Bewilderment over Caldwell County revaluation remains
When Eddie and Stephanie Bowman received a letter earlier this year saying their property value jumped nearly 16 percent because of a countywide property revaluation, Stephanie Bowman "hit the roof," and they immediately called the county tax office for an explanation, Eddie Bowman said.
Officials eventually agreed to lower the assessed value of their Sawmills School Road home by $5,800 to $84,700, but that was still about an 8 percent increase from its previous assessed value of $78,200.
Complaints like the Bowmans' are not unusual after a countywide property revaluation, when the tax office adjusts the assessment on each property, especially when it has been eight years since the last one, as is the case in Caldwell County.
“I’m just confused,” said Becky McRary, who owns two properties in Sawmills, including a less-than-one-acre undeveloped lot that she said had a "tremendous" increase in its assessed value.
McRary filed one of the 3,700 appeals that county tax officials received. That number is significantly down from the some 4,800 appeals filed after the previous revaluation, in 2005.
This revaluation resulted in a countywide average 5 percent increase on real estate. Values are influenced by a range of factors, from a property's size and location to even the number of trees on the premises.
But Eddie Bowman, a retired part-time real estate broker, said he remains somewhat bewildered by what he insists is a disparity in the value between certain properties whose deeds he has scrutinized over the past three months, and he took his argument to the Caldwell County Board of Commissioners on Monday night.
Citing a cluster of properties where the values vary by tens of thousands of dollars, he told the commissioners, “When you see these types of increases, that tells you there’s a problem.”

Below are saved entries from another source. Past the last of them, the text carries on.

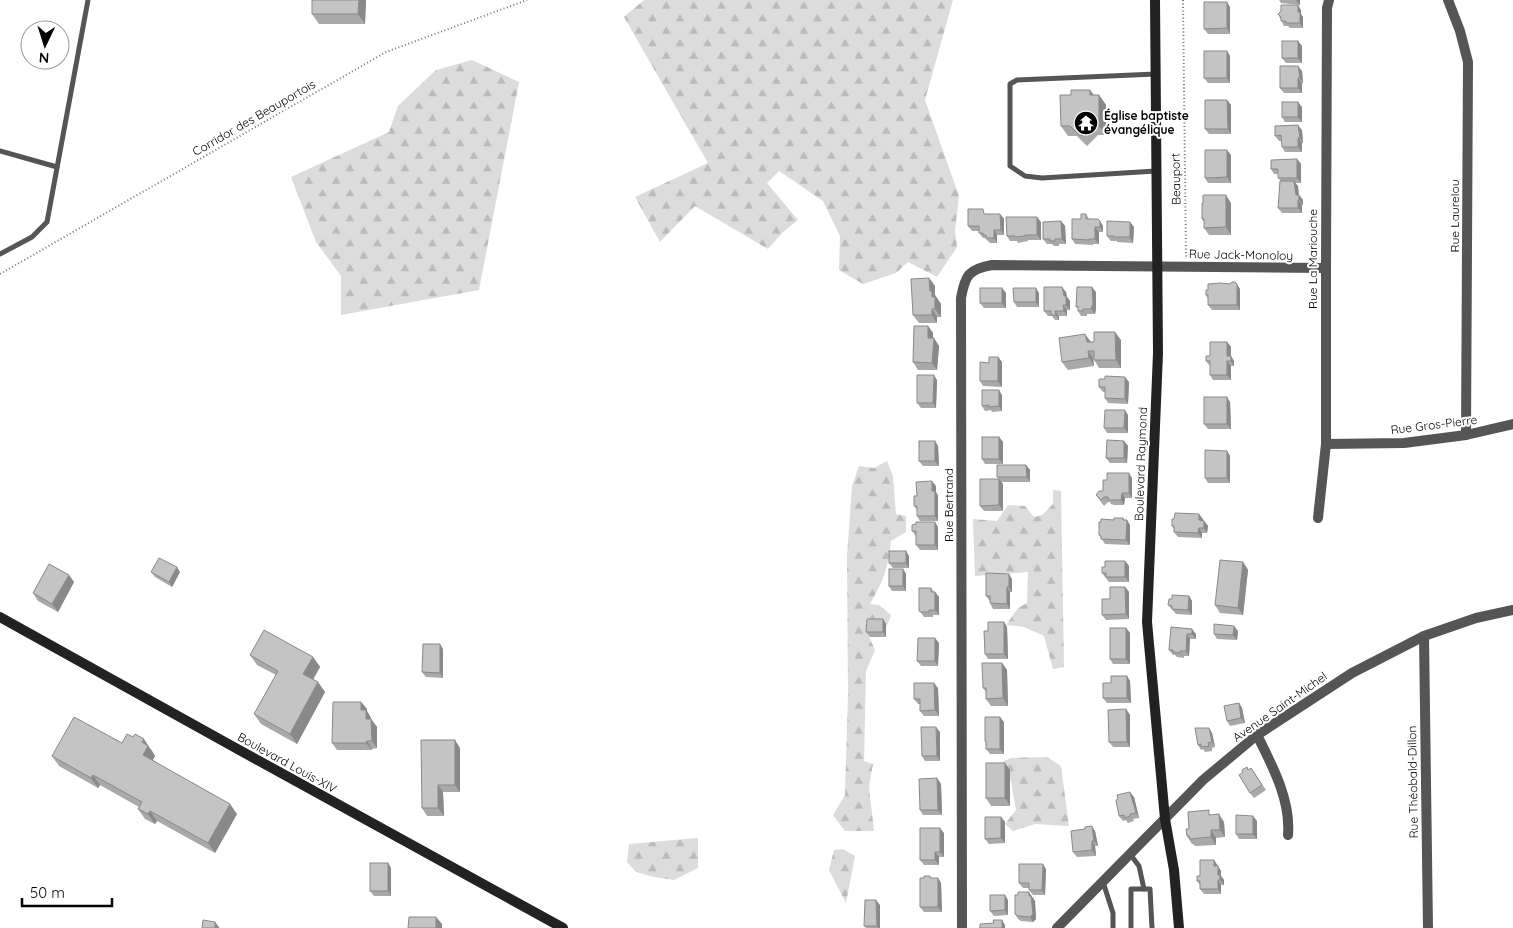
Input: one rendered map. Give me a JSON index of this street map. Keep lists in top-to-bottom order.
{
  "streets": {
    "street": [
      "Rue Laurelou",
      "Rue Jack-Monoloy",
      "Rue La Mariouche",
      "Rue Gros-Pierre",
      "Boulevard Raymond",
      "Rue Bertrand",
      "Avenue Saint-Michel",
      "Boulevard Louis-XIV",
      "Rue Théobald-Dillon"
    ],
    "path": ["Corridor des Beauportois", "Beauport"]
  },
  "crossings": [
    ["Beauport", "Rue Jack-Monoloy"],
    ["Rue Laurelou", "Rue Gros-Pierre"],
    ["Rue Jack-Monoloy", "Rue La Mariouche"],
    ["Rue Jack-Monoloy", "Boulevard Raymond"],
    ["Rue Jack-Monoloy", "Rue Bertrand"],
    ["Rue La Mariouche", "Rue Gros-Pierre"],
    ["Boulevard Raymond", "Rue Bertrand"],
    ["Boulevard Raymond", "Avenue Saint-Michel"],
    ["Avenue Saint-Michel", "Rue Théobald-Dillon"]
  ],
  "places": {
    "temple": ["Église baptiste évangélique"]
  },
  "scale_bar": "50 m",
  "north": "bottom"
}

But county officials says the assessments reflect the market.
“Markets change,” county tax administrator Monty Woods said in an interview, citing increases and decreases of up to 30 percent among various properties across the county. And “we don’t have the option of changing the value every six months or a year,” unlike larger counties including Mecklenburg and Wake, which may update appraisals every year.
Such fluctuations are seen everywhere, Woods reiterated, though he acknowledged changes to property values within close proximity usually are comparable.
“Your land should be similar to your neighbor’s land,” he said.
Bowman noted that the assessed value of his sister’s property, which he can see from his home, increased by about 33 percent, from $101,400 to $134,000, while a property about a quarter of a mile away decreased by $100.
That “makes me wonder,” he said, thumbing through a stack of property records showing readjustments of thousands of dollars, which he said were “too common.”
Bowman said the commissioners should consider reducing the length of time between appraisals.
“If you’re waiting eight years and you hit people with a 15, 25, 35 percent increase, that’s gonna’ hurt,” he said.